== EXERCISE ==
State the count of lines below in which the word "Lahjer" appears, and add nothing.

.....

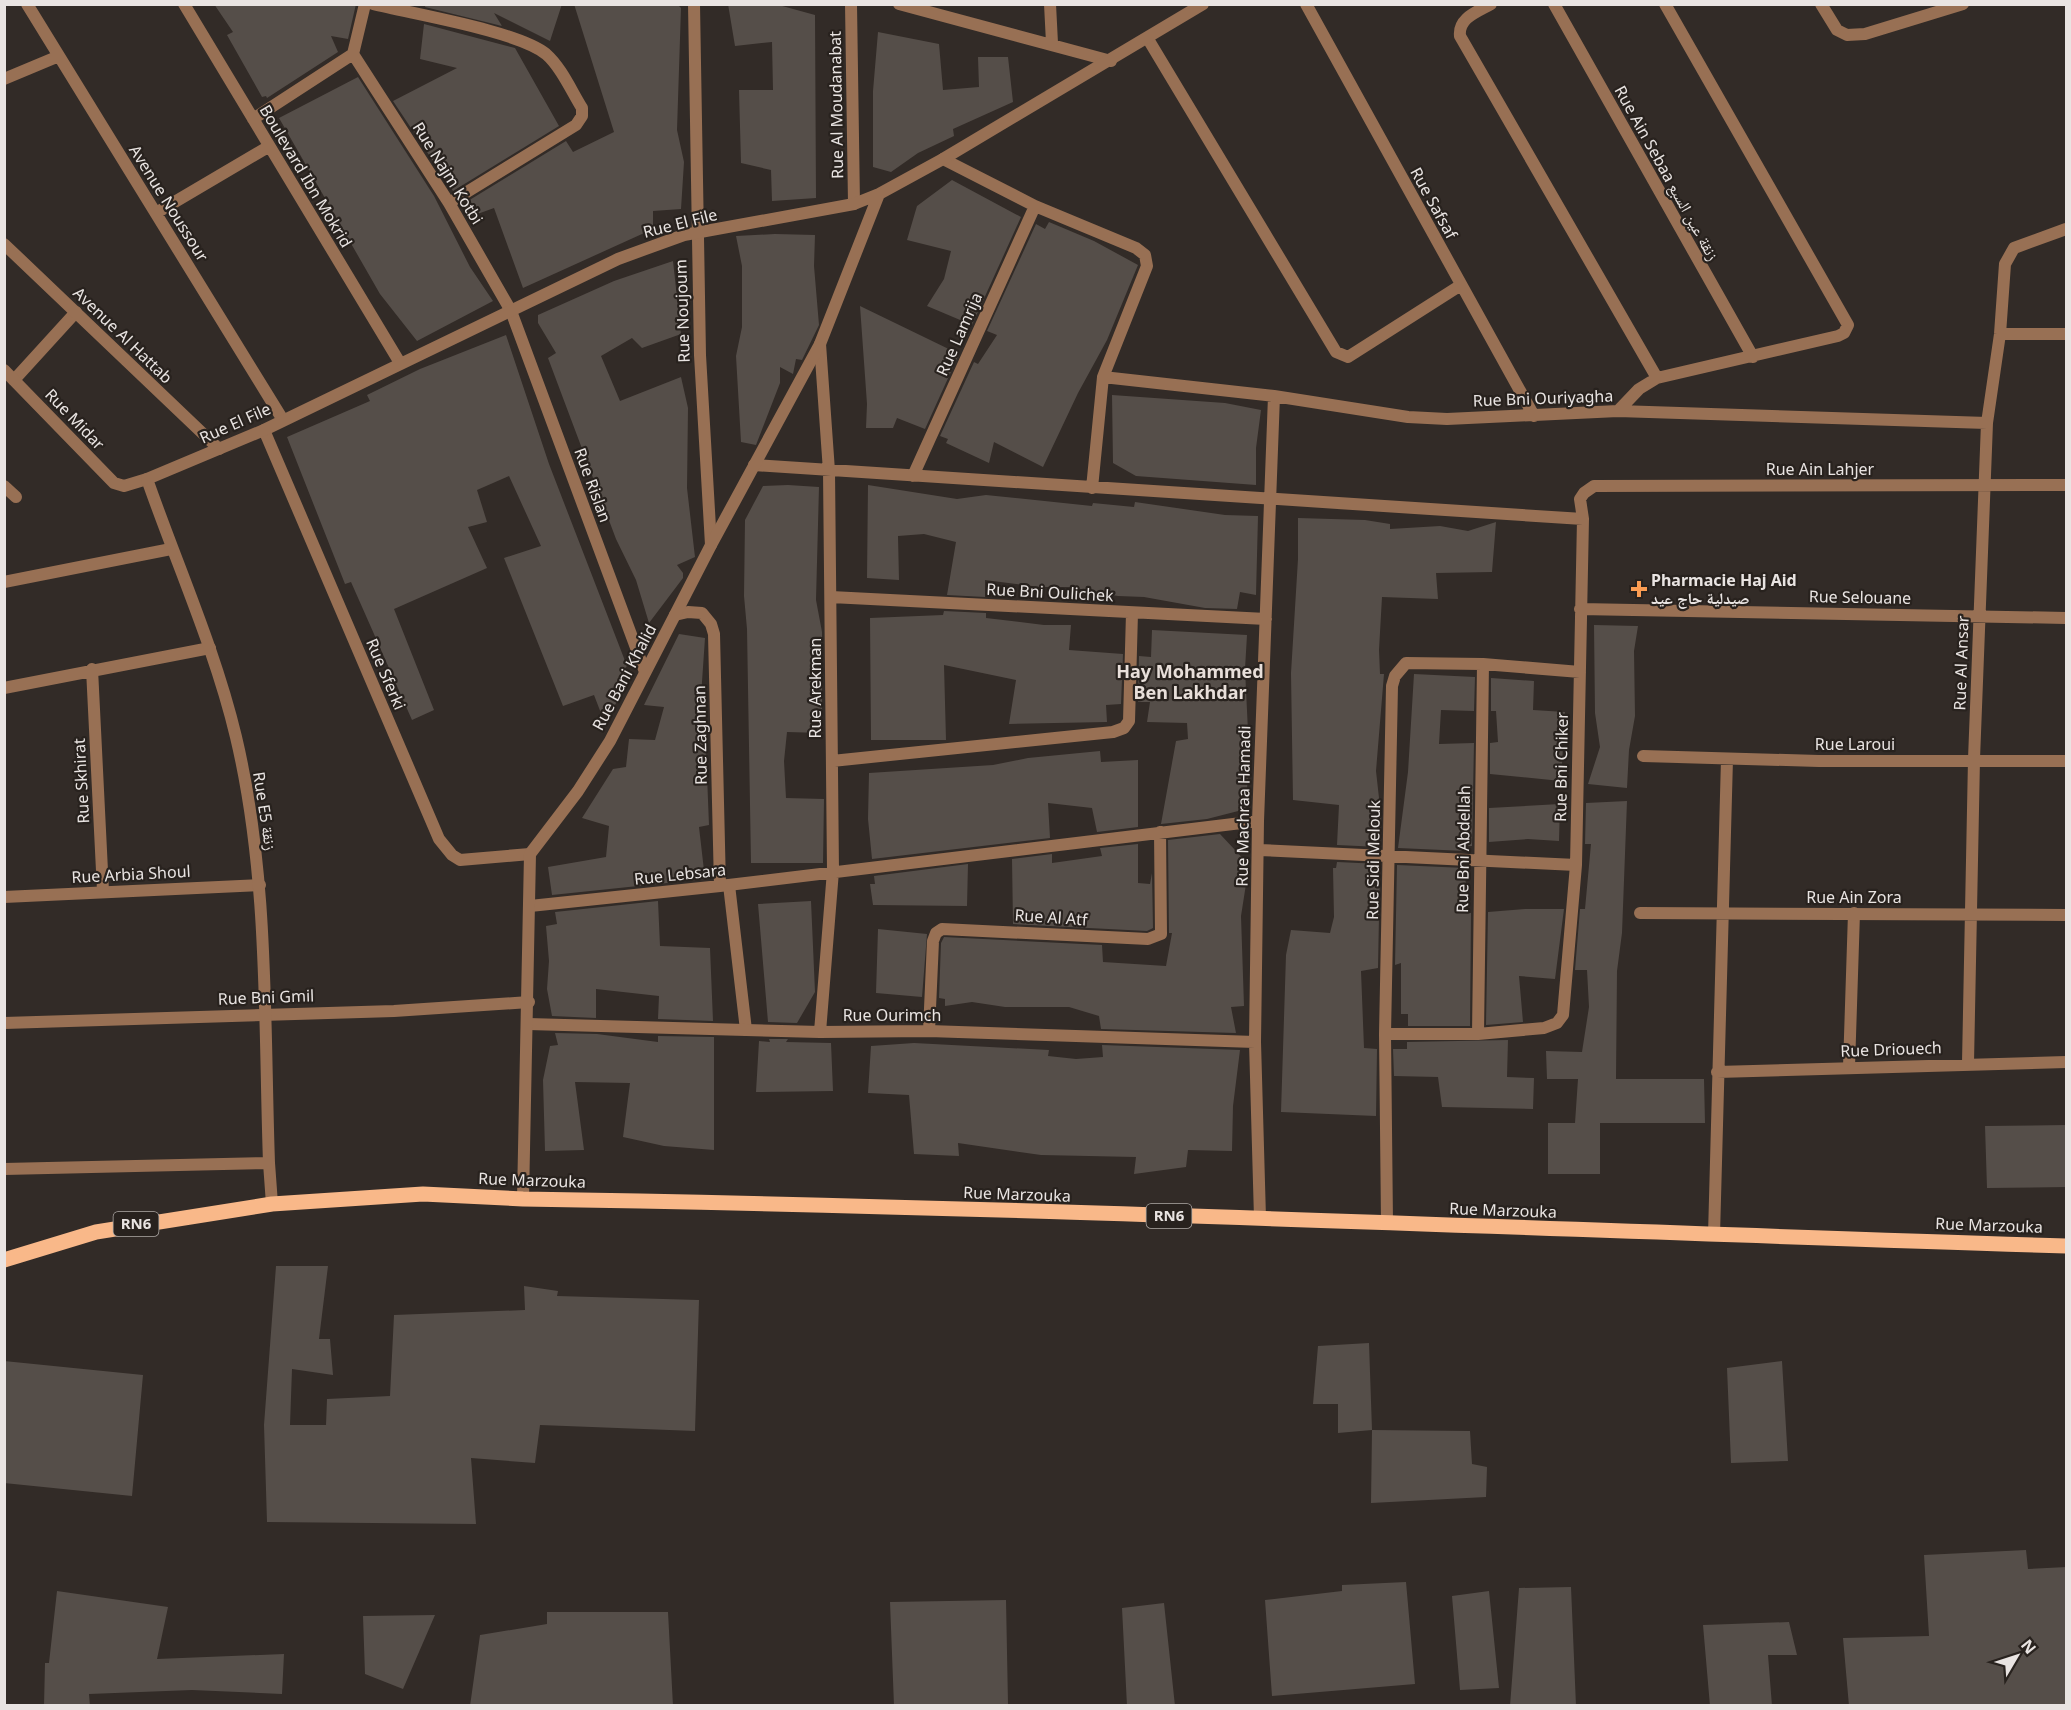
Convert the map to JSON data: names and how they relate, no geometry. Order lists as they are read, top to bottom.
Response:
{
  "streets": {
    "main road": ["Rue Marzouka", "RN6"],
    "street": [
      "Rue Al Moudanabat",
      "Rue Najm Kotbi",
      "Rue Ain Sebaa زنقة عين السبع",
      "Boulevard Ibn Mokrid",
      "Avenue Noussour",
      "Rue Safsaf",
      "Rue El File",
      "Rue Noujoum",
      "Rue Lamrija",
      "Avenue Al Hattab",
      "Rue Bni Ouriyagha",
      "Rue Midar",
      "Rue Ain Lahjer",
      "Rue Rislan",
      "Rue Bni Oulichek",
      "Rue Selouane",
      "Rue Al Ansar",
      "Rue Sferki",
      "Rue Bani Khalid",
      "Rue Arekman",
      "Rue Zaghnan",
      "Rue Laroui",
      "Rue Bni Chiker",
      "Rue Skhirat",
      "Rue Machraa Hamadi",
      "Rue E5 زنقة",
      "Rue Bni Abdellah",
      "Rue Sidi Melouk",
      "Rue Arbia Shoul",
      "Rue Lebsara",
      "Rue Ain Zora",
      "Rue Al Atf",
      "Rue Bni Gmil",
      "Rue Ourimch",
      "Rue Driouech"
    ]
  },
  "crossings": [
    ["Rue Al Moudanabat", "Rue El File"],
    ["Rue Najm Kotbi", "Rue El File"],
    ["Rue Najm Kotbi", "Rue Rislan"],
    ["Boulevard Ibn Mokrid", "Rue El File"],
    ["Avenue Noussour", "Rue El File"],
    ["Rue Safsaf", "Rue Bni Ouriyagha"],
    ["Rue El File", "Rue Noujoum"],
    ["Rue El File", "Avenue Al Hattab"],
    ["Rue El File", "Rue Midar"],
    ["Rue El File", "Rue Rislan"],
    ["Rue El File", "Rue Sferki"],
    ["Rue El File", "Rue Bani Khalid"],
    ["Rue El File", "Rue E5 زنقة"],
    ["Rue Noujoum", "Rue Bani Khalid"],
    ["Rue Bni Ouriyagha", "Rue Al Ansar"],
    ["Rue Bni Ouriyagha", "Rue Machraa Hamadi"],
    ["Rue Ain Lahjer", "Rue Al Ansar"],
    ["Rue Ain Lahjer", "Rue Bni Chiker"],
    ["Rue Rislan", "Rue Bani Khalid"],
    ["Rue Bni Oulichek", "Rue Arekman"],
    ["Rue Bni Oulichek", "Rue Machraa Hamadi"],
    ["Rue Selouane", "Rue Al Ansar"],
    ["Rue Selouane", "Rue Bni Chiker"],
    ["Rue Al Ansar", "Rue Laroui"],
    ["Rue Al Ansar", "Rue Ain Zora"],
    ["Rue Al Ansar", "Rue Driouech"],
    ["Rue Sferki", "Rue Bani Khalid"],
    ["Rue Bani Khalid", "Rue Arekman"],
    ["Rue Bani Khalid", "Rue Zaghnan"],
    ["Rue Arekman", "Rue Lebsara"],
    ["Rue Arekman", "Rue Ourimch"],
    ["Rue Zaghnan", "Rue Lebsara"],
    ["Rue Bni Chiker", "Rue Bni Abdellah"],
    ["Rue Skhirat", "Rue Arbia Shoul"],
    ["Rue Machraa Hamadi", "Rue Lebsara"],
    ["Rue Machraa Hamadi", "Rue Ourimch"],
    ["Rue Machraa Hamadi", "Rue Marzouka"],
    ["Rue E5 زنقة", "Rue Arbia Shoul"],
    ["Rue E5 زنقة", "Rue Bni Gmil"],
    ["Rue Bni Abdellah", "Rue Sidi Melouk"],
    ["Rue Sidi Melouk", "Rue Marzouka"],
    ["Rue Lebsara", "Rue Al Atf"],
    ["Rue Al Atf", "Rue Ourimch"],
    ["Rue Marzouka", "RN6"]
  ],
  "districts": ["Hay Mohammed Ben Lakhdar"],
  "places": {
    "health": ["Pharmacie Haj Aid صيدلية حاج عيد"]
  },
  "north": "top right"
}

.....

== RESULT BELOW ==
3